The evening of Saturday, Feb. 22, at Lulu’s Downstairs looks to be a splendid occasion for local music lovers, as it marks both the welcome return of singer/songwriter Kyle Emerson and the appearance of two local favorites, Spirettes and Briffaut.

Emerson’s 2017 LP Dorothy Alice was a personal favorite owing to its deft marriage of folk-rock and psychedelia, and his latest effort, 2019’s Only Coming Down, is a real flowering of Emerson’s songwriting acumen. The rootsy, country-adjacent stylings are still present in his writing, in the lilting ballads “Ca/Co” and “Marie,” but the anthemic pulse of “Better” and tasteful synthesizer touches on tracks like “May You Find Peace” make for a joyful, immediate listen. This LP should go a long way toward winning Emerson a new — and well-deserved — legion of fans.

As for local support for the show, it’s always good to see the much-beloved Spirettes and Briffaut take to a local stage. For the evening, Briffaut will comprise frontman Daniel James Eaton and drummer Alex Koshak as a duo. Readers should be pleased to know that bassist Dan Mikolajczck, who was injured in the shocking downtown stabbing spree in January, has made a full recovery and will be subbing in with Denver’s Pout House, who are performing at the Hi-Dive on the same night.
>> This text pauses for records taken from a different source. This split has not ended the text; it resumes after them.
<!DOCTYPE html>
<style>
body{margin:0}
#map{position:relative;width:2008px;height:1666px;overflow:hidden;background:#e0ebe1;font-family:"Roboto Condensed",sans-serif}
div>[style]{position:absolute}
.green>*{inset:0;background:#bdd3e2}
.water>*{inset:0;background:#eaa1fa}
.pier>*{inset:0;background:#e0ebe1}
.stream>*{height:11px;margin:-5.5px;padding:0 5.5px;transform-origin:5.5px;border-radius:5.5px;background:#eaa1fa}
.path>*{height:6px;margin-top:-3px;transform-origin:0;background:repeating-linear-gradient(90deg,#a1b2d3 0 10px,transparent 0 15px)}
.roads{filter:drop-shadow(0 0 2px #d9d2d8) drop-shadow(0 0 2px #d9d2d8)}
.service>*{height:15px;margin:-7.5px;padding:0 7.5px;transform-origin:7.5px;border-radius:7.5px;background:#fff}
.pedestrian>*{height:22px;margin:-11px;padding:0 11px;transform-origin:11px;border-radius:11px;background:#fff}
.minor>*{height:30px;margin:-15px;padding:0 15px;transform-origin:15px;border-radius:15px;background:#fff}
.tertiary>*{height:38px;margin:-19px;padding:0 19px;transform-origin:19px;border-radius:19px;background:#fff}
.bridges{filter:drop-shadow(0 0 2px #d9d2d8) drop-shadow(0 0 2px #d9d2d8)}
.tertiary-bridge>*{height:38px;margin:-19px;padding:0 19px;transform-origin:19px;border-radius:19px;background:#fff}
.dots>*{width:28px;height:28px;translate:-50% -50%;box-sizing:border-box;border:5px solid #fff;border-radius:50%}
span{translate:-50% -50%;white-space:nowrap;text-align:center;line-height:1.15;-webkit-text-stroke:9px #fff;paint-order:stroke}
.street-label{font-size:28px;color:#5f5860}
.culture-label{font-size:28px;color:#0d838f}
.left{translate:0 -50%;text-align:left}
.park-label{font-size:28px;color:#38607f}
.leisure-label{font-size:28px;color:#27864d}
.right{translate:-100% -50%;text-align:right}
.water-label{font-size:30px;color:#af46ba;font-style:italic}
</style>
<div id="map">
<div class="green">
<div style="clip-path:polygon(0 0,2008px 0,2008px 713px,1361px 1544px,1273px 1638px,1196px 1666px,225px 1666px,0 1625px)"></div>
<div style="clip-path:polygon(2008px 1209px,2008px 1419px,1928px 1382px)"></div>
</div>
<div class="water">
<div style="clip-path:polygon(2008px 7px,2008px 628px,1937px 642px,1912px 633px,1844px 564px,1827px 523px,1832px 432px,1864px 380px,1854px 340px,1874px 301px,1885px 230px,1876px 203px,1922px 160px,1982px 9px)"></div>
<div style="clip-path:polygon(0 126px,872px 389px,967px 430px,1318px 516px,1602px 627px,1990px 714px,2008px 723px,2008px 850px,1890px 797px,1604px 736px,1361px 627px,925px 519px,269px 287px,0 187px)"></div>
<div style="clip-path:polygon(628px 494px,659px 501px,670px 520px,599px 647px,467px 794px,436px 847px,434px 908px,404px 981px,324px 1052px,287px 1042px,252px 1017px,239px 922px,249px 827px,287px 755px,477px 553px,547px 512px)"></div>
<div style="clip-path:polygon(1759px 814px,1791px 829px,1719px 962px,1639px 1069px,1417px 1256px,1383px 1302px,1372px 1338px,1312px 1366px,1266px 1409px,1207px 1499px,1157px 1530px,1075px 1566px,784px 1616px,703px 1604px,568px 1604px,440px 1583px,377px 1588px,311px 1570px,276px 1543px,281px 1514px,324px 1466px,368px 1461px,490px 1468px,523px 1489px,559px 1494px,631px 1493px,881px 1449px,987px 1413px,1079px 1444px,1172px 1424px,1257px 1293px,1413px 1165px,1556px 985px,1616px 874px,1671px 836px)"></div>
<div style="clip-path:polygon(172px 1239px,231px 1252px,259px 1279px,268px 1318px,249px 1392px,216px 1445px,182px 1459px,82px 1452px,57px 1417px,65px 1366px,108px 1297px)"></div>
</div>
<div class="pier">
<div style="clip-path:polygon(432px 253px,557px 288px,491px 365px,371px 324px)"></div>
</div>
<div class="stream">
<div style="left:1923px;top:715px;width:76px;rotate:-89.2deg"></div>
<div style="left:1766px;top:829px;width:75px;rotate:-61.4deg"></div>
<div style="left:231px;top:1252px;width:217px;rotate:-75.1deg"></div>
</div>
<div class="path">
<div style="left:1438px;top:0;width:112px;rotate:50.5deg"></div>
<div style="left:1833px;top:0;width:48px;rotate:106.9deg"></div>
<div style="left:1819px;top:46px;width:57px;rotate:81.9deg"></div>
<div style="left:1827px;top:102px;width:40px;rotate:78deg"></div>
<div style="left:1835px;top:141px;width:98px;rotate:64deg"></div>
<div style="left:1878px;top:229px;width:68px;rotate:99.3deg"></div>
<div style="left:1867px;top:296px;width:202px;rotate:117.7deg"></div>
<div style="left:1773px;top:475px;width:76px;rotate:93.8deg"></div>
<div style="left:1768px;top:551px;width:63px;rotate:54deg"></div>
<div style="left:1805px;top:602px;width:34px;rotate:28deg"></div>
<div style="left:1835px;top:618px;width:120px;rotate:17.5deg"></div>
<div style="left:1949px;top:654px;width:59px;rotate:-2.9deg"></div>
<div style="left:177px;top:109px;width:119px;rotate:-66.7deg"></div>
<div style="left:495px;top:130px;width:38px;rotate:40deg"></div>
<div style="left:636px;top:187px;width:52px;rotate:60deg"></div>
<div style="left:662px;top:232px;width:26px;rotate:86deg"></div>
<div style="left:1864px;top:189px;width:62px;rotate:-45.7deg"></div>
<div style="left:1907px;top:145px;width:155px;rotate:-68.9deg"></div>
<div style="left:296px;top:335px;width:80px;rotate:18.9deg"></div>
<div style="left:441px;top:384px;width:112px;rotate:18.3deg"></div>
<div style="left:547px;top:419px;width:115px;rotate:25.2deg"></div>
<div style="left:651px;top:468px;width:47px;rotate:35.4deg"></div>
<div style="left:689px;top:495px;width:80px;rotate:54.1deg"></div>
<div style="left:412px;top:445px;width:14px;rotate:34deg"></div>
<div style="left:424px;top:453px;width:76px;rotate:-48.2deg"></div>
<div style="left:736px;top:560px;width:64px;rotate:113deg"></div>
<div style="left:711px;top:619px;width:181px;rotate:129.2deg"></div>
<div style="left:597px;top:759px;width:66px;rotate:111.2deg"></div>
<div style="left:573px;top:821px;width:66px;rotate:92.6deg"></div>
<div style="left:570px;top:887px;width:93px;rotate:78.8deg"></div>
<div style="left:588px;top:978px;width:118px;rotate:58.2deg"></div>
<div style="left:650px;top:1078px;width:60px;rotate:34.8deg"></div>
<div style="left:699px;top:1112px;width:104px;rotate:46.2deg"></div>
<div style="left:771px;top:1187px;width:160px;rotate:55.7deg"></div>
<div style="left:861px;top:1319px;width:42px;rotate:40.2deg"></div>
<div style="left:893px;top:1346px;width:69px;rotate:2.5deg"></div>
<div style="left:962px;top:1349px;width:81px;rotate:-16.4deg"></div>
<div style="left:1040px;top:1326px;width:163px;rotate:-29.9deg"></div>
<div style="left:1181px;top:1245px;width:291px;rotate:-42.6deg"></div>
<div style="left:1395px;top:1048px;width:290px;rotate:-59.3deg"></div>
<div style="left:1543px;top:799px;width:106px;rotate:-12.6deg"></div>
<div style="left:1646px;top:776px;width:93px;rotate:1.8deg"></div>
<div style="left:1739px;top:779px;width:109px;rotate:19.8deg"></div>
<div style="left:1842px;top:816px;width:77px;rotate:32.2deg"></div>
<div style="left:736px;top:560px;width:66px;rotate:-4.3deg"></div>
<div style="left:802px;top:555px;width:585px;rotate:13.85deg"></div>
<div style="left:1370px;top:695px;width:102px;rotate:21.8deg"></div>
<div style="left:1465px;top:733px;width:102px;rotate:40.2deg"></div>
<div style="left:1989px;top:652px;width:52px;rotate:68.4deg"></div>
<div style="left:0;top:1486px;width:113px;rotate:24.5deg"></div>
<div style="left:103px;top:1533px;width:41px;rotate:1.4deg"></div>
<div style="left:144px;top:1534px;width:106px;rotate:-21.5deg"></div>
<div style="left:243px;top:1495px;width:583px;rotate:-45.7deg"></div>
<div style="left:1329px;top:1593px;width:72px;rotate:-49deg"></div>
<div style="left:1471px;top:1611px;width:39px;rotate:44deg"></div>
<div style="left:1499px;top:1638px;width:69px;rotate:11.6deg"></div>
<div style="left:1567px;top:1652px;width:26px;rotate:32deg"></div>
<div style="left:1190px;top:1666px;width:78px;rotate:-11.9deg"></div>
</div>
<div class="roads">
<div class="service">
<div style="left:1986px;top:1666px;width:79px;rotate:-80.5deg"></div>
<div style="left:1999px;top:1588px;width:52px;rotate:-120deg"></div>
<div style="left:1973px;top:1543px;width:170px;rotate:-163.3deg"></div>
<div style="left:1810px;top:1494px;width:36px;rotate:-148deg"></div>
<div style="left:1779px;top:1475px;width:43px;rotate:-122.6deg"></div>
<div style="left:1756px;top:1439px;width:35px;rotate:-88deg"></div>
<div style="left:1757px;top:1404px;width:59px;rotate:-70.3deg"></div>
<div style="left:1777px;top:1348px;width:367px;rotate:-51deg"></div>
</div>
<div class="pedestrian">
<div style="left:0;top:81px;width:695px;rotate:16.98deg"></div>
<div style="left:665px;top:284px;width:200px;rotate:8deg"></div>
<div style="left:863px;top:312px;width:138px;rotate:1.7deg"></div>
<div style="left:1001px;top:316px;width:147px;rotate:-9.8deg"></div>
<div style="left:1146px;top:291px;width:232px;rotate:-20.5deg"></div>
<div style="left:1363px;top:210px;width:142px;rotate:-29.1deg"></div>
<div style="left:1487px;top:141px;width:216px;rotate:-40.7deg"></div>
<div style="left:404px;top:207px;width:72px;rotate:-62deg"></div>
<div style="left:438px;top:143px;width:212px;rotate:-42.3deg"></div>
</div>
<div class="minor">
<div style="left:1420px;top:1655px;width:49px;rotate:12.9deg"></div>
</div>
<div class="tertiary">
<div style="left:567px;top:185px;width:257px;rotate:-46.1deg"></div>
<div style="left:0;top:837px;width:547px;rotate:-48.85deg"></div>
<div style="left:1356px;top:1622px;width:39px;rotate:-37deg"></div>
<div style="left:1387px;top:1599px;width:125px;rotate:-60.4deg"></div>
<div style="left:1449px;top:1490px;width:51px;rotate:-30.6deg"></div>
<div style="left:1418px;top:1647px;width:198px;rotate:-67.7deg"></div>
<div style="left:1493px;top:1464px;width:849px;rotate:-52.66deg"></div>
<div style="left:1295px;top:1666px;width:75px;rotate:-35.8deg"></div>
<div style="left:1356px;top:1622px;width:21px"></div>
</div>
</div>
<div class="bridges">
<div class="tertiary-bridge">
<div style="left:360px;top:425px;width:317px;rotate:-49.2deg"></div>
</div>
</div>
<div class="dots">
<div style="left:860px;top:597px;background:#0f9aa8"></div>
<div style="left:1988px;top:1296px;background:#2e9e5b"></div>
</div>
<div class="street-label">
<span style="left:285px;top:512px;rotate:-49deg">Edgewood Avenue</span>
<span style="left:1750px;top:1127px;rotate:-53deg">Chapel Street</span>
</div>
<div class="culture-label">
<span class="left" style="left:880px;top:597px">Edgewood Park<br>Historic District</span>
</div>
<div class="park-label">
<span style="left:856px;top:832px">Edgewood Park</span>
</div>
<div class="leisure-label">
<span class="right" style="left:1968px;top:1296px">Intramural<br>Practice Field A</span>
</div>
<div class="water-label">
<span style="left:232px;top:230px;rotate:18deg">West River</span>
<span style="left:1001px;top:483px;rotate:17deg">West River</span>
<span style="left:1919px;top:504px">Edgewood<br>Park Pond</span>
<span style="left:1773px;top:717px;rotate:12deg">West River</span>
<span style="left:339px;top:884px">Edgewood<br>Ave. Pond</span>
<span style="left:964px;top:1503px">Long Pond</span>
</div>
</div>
Elsewhere, The Black Sheep plays host to Brooklyn-based electro-funk artist Eliot Lipp on Sunday, Feb. 23, and will be joined by Bitsutra, Princess Dewclaw and Truth and Happiness. Lipp has a tangential Colorado connection, releasing his 2012 LP Shark Wolf Rabbit Snake through Pretty Lights Music, and the producer/DJ/sound designer has collaborated with a variety of renowned electronic artists, including John Hughes (not the late filmmaker, though that would be cool), Pnuma Trio and Earmint. Lipp’s 2017 LP Skywave is a lush, enjoyable chillhop adventure, and he more recently released collaborative singles with Bass Physics (“Best of Luck”) and MZG (“Pure Wilderness”).
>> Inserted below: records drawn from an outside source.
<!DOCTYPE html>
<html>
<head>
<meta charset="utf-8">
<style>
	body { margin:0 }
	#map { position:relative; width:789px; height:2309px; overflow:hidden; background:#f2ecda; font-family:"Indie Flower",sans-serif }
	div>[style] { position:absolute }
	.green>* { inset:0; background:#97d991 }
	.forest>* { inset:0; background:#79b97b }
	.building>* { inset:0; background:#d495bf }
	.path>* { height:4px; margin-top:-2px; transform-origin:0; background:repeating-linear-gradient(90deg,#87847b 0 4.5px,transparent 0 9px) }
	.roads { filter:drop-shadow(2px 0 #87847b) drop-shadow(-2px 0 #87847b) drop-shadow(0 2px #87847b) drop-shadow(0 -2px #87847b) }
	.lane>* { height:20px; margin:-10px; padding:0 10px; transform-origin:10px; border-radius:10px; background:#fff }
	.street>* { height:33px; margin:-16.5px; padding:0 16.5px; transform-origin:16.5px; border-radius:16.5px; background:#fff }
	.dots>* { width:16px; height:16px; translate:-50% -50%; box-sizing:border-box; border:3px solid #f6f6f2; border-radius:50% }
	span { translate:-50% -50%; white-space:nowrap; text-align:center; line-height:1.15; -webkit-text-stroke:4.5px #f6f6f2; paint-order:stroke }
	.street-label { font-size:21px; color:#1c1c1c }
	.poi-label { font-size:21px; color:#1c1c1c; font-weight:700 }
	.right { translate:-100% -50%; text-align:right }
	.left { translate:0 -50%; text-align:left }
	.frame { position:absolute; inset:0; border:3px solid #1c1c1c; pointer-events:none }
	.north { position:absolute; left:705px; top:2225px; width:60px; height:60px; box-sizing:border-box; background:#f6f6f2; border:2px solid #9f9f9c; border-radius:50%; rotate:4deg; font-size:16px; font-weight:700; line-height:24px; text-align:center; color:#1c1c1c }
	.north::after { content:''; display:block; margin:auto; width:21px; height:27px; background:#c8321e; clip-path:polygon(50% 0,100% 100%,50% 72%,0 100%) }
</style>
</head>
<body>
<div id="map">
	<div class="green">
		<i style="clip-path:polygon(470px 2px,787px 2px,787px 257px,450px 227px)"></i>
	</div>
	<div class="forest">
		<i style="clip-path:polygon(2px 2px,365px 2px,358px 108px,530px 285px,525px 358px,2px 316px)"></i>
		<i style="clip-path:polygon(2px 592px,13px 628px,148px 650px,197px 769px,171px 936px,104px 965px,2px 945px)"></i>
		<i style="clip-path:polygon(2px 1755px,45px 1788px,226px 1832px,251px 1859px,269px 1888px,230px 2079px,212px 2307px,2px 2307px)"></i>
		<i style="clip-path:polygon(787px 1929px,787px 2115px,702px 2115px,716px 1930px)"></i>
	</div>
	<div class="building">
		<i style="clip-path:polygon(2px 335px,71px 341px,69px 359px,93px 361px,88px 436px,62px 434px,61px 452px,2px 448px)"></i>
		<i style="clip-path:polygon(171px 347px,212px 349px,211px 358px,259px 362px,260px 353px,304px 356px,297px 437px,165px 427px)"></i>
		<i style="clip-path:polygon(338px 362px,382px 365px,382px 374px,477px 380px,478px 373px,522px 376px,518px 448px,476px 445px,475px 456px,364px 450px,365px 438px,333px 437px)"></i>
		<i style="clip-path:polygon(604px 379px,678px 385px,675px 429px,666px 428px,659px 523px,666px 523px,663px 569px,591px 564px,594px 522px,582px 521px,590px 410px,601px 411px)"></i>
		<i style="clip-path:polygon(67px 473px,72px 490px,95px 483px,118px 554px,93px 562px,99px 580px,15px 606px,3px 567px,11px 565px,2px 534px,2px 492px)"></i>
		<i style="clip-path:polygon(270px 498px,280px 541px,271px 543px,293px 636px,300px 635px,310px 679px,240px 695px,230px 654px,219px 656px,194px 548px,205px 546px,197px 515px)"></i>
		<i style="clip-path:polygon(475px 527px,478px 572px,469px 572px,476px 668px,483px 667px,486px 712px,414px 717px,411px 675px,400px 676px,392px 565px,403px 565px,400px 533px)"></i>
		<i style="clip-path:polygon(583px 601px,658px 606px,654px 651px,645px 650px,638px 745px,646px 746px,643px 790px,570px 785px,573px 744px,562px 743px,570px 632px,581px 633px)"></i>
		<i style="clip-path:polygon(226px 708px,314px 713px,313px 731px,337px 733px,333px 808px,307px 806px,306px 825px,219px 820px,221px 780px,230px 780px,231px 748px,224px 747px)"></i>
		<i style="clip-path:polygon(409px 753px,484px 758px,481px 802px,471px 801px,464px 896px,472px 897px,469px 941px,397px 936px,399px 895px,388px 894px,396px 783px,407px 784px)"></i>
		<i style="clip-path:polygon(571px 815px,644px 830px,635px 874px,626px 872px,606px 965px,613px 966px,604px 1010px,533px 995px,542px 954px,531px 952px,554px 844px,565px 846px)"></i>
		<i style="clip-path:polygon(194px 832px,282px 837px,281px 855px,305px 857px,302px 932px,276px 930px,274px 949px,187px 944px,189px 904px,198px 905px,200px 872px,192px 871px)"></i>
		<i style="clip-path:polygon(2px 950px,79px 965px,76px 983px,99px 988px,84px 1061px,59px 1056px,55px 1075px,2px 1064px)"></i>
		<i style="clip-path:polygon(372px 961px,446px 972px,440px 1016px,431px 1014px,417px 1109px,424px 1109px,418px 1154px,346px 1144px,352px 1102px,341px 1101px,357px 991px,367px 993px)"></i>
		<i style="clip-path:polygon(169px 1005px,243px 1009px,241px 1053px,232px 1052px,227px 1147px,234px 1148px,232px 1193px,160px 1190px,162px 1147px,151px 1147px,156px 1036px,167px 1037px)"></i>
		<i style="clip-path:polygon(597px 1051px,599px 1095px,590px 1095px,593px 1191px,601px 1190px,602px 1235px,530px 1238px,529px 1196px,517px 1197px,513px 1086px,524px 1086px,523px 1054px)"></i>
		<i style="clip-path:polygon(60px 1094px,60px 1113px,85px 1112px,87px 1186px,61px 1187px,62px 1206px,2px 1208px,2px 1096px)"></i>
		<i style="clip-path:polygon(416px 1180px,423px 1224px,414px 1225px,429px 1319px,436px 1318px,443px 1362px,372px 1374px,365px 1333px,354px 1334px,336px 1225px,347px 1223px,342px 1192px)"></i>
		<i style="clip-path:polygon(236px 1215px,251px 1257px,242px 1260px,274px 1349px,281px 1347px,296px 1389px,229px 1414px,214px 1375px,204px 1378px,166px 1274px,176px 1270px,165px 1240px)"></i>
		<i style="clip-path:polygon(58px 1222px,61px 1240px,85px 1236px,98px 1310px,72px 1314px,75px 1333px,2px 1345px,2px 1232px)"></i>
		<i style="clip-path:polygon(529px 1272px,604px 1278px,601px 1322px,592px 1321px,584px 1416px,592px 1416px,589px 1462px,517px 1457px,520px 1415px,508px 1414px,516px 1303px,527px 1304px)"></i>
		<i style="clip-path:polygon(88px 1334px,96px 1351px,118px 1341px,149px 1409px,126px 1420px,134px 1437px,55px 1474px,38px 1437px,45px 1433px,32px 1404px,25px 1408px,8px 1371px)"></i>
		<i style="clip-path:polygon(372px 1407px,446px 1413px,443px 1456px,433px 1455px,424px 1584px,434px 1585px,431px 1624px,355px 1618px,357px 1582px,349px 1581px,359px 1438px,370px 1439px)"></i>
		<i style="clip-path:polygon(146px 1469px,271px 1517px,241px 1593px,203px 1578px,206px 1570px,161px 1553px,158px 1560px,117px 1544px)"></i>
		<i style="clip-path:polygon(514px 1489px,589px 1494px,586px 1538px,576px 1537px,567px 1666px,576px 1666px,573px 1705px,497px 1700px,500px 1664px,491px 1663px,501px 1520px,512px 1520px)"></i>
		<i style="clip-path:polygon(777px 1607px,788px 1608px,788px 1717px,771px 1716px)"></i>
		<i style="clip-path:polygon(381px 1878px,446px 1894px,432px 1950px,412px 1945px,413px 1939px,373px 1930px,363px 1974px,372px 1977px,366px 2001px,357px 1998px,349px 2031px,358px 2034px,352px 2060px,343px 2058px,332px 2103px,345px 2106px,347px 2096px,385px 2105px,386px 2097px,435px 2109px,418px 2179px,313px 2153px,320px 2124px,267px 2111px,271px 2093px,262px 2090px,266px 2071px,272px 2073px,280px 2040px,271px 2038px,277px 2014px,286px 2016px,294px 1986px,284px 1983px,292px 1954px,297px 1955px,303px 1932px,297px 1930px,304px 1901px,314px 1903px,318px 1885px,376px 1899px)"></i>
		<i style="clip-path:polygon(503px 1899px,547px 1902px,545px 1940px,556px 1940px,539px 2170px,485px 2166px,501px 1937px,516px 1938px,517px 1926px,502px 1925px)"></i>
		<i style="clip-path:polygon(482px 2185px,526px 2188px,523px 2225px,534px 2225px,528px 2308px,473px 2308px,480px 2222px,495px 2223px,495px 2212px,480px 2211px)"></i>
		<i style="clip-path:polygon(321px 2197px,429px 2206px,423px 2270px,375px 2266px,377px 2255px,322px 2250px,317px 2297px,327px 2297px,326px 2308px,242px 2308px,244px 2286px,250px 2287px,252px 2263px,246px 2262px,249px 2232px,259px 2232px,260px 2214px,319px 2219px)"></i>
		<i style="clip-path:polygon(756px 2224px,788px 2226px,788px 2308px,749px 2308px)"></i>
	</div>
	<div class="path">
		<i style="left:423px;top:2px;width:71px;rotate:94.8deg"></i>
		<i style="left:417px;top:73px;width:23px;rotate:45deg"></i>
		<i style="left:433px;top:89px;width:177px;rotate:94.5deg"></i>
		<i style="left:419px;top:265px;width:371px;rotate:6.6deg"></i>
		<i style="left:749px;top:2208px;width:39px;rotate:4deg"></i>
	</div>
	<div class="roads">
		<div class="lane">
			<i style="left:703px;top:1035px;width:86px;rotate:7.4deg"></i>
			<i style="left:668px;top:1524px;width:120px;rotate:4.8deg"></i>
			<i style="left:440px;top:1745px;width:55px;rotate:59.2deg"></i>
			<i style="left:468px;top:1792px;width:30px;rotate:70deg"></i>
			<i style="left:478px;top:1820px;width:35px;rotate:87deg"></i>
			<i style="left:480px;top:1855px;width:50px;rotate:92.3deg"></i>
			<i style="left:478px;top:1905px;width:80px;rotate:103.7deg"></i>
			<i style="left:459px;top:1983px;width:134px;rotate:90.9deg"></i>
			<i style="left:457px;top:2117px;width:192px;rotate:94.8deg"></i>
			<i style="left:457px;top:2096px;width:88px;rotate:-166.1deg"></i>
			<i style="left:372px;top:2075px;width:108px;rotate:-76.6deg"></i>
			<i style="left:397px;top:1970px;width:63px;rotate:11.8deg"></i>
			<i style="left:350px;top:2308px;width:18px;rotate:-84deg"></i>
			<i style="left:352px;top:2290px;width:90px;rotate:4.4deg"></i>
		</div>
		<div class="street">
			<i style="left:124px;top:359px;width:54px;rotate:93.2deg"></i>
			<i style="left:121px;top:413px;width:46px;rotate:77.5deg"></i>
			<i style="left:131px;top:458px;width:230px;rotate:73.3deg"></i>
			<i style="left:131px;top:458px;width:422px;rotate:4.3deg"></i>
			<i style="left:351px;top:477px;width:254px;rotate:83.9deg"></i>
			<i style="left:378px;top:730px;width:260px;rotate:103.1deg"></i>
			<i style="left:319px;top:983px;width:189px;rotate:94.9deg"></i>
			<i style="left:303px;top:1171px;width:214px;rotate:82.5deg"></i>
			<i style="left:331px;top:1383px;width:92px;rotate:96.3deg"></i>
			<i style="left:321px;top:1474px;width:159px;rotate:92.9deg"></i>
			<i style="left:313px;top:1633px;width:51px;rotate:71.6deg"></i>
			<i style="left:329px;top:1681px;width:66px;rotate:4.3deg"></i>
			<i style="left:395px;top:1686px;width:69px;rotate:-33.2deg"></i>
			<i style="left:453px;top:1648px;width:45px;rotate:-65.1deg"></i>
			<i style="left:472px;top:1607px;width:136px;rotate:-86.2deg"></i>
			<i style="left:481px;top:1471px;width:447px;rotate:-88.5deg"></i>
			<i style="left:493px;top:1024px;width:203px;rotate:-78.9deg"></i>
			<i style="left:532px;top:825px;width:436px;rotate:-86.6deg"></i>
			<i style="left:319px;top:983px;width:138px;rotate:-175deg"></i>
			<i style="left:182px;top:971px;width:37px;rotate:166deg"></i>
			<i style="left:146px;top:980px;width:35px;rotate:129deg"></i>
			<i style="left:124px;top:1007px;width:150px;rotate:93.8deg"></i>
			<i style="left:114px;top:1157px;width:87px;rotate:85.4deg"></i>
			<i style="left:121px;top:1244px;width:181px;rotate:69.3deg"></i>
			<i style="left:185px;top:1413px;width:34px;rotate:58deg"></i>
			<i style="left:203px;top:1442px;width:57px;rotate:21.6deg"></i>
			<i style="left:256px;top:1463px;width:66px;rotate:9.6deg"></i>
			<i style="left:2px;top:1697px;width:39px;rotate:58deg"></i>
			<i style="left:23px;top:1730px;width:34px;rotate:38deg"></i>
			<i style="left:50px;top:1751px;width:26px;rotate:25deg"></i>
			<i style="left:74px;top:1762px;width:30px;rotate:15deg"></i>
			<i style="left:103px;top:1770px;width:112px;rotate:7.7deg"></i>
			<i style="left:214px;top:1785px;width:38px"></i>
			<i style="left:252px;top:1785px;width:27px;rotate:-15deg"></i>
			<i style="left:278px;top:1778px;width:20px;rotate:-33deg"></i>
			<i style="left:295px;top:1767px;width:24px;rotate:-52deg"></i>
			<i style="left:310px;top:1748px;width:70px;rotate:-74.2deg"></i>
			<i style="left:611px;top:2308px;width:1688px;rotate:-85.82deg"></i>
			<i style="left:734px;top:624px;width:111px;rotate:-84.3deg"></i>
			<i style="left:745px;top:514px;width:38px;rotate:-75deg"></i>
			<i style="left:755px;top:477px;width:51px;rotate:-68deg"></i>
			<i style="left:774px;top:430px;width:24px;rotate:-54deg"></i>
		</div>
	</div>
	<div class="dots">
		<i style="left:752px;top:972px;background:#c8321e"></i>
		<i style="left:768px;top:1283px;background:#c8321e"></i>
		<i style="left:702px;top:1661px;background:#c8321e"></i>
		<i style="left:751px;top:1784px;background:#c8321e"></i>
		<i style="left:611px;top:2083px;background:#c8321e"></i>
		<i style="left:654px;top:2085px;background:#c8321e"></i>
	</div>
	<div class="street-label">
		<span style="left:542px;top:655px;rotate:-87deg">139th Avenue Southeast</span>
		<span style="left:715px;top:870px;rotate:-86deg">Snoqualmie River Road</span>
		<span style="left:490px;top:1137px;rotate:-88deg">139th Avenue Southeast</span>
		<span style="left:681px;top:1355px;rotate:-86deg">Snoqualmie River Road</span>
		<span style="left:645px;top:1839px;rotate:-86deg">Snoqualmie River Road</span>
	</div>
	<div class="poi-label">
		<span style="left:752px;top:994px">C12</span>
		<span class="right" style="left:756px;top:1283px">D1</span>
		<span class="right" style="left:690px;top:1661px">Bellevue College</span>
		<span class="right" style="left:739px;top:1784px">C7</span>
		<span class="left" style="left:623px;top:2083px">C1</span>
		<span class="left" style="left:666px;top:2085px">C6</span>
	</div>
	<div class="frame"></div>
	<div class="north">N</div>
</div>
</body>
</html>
Also on Feb. 23, the punk and metal crowd will want to make their way to the Zodiac early, as the venue is hosting a Punk + Metal Flea Market where attendees will find artwork, vinyl and tapes, jewelry, clothing and more. The market kicks off at 1 p.m. and live music, supplied by 908, Zygrot and Chair of Torture, will start around 4.

Speaking of the Zodiac and heavy music, you should mark your calendars now for March 28, as legendary Nashville noise-rock act Today Is the Day will be casting its shadow upon the Zodiac stage.

Led for nearly 30 years by vocalist/guitarist Steve Austin (not the pro wrestler; that would probably not be very cool), Today Is the Day has blended the fearless experimentalism of noise and avant-garde music, the technical precision of progressive rock, and the brutality of black metal and grindcore into a unique and bold sonic experience.

One could hardly label them “prog-metal” though, as that would severely undersell the band’s eclecticism and Austin’s tortured visions. Listening to Today Is the Day can be sufficiently extreme and punishing that, coming out the other side, the listener can be transported to a kind of ecstasy — you should probably begin preparing your body and mind now for this musical Thunderdome.

However, Austin’s longevity and prolific output can make it difficult to judge where to jump in. Probably the most accessible entry point is the 2011 LP Pain Is a Warning, though knowing that won’t diminish the record’s power or intensity. The band’s first trio of records are largely regarded as essential landmarks of complex, heavy music, and it’s hard to imagine the metalcore landscape of The Dillinger Escape Plan, Botch and other like-minded bands existing without it. The sprawling, 2002 double-LP Sadness Will Prevail was initially released to a polarized reception, but is a uniquely raw and intense listening experience. And for the truly brave and adventurous listener, there’s 1997’s Temple of the Morning Star. There is very little else on this earth like it.

Of course, Austin has never been one to rest on his laurels, and Today Is the Day’s upcoming tour is in support of their 11th LP, No Good to Anyone, which is set to be released on Feb. 28 through BMG.